The new NPD Solarbuzz ‘Middle East and Africa PV Market Report’ highlighted that the expected strong demand was due to the introduction of ambitious funding schemes, most notably in South Africa, Israel, and Saudi Arabia that are set to kick-start and longer-term period of PV demand growth in the region.
The MEA region was said to have only accounted for 0.5% of global PV demand in 2012, yet had 17% of the world’s population located in the region.
“Historically, the MEA region lagged behind global PV markets but is starting to catch up,” said Susanne von Aichberger, analyst at NPD Solarbuzz. “By 2017, the region is forecast to account for 3.7GW of annual PV demand, with the potential to reach up to 9GW.”
NPD Solarbuzz said that having completed the first two bidding rounds of the Renewable Energy Independent Power Producer Program (REIPPP) in 2012, South Africa was forecasted to become the largest PV market within the MEA region.
REIPPP had generated a 1GW PV project pipeline through to the end of 2014, culminating in an expected 1.45GW of new PV capacity.
However, the biggest market is expected to be Saudi Arabia, due to its renewable purchase program that targets a PV capacity of 16GW by 2032. The market research firm said that Saudi Arabia is expected to account for just 5% of total PV demand in the MEA region during 2013, but become the region’s largest PV market by 2017.

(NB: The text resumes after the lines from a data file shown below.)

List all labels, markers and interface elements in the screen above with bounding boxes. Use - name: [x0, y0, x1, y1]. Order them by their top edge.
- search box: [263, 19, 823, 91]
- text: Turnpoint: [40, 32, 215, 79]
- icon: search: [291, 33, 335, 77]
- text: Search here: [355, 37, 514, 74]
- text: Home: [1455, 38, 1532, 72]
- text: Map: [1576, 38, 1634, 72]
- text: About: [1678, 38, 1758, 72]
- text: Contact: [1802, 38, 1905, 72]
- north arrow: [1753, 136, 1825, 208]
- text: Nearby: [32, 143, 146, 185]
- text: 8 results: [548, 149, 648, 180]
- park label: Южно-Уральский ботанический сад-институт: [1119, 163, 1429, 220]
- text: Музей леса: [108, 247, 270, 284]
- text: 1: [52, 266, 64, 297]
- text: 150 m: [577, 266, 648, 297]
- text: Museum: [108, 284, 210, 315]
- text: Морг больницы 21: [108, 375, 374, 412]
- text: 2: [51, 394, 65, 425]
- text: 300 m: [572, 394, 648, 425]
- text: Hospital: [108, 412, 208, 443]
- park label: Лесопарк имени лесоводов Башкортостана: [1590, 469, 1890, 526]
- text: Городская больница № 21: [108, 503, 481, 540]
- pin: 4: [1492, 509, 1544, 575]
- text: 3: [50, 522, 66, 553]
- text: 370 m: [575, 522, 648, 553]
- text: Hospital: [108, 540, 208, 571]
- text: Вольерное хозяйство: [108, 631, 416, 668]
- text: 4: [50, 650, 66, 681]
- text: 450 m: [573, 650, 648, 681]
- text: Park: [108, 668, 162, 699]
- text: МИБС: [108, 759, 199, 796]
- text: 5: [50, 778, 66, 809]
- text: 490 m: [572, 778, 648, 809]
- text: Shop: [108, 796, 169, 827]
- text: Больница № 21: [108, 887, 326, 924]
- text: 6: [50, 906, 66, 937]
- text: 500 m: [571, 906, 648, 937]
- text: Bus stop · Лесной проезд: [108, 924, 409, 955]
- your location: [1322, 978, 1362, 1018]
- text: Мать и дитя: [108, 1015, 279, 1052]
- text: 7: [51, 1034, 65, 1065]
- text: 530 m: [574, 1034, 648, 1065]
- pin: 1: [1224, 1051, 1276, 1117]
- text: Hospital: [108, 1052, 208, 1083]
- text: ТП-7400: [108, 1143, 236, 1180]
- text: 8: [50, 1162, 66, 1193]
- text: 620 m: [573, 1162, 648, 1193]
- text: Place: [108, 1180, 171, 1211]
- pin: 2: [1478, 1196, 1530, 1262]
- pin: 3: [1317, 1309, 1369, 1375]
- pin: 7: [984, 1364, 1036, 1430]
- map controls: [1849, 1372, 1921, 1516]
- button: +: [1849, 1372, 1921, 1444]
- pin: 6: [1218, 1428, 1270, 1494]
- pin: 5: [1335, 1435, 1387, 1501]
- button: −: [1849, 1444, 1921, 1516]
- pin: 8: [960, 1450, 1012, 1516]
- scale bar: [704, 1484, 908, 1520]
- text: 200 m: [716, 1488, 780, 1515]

As with other regions, NPD Solarbuzz expects other countries in the MEA region to build PV demand, lessening the dependency on only a few countries. The firm expects a decreasing share from Israel, Saudi Arabia, and South Africa to below 50%.
The firm also forecasted that ground-mounted applications would account for over 70% of PV demand across the MEA region by 2017.